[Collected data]
# # #

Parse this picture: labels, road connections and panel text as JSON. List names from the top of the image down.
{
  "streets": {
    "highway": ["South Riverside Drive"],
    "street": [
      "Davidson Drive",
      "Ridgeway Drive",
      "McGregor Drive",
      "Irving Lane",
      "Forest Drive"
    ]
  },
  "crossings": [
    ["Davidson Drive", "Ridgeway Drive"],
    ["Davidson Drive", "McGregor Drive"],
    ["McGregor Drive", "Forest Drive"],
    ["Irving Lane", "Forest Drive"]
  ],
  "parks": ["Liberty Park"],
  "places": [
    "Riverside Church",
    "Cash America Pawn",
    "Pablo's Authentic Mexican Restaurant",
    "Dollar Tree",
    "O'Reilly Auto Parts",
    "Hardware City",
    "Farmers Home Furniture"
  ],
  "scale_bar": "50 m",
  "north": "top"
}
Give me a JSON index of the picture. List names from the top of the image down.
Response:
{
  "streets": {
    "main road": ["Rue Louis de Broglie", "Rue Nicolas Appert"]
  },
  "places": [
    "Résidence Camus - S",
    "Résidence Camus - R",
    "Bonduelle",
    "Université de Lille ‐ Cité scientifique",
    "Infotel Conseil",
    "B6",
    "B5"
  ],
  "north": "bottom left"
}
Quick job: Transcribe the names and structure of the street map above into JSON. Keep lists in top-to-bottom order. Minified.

# # #

[Exercise] Reproduce all the entries verbatim, leaving nothing out.

[Reply]
Parse this picture: labels, road connections and panel text as JSON. List names from the top of the image down.
{
  "streets": {
    "highway": ["South Riverside Drive"],
    "street": [
      "Davidson Drive",
      "Ridgeway Drive",
      "McGregor Drive",
      "Irving Lane",
      "Forest Drive"
    ]
  },
  "crossings": [
    ["Davidson Drive", "Ridgeway Drive"],
    ["Davidson Drive", "McGregor Drive"],
    ["McGregor Drive", "Forest Drive"],
    ["Irving Lane", "Forest Drive"]
  ],
  "parks": ["Liberty Park"],
  "places": [
    "Riverside Church",
    "Cash America Pawn",
    "Pablo's Authentic Mexican Restaurant",
    "Dollar Tree",
    "O'Reilly Auto Parts",
    "Hardware City",
    "Farmers Home Furniture"
  ],
  "scale_bar": "50 m",
  "north": "top"
}
Give me a JSON index of the picture. List names from the top of the image down.
Response:
{
  "streets": {
    "main road": ["Rue Louis de Broglie", "Rue Nicolas Appert"]
  },
  "places": [
    "Résidence Camus - S",
    "Résidence Camus - R",
    "Bonduelle",
    "Université de Lille ‐ Cité scientifique",
    "Infotel Conseil",
    "B6",
    "B5"
  ],
  "north": "bottom left"
}
Quick job: Transcribe the names and structure of the street map above into JSON. Keep lists in top-to-bottom order. Minified.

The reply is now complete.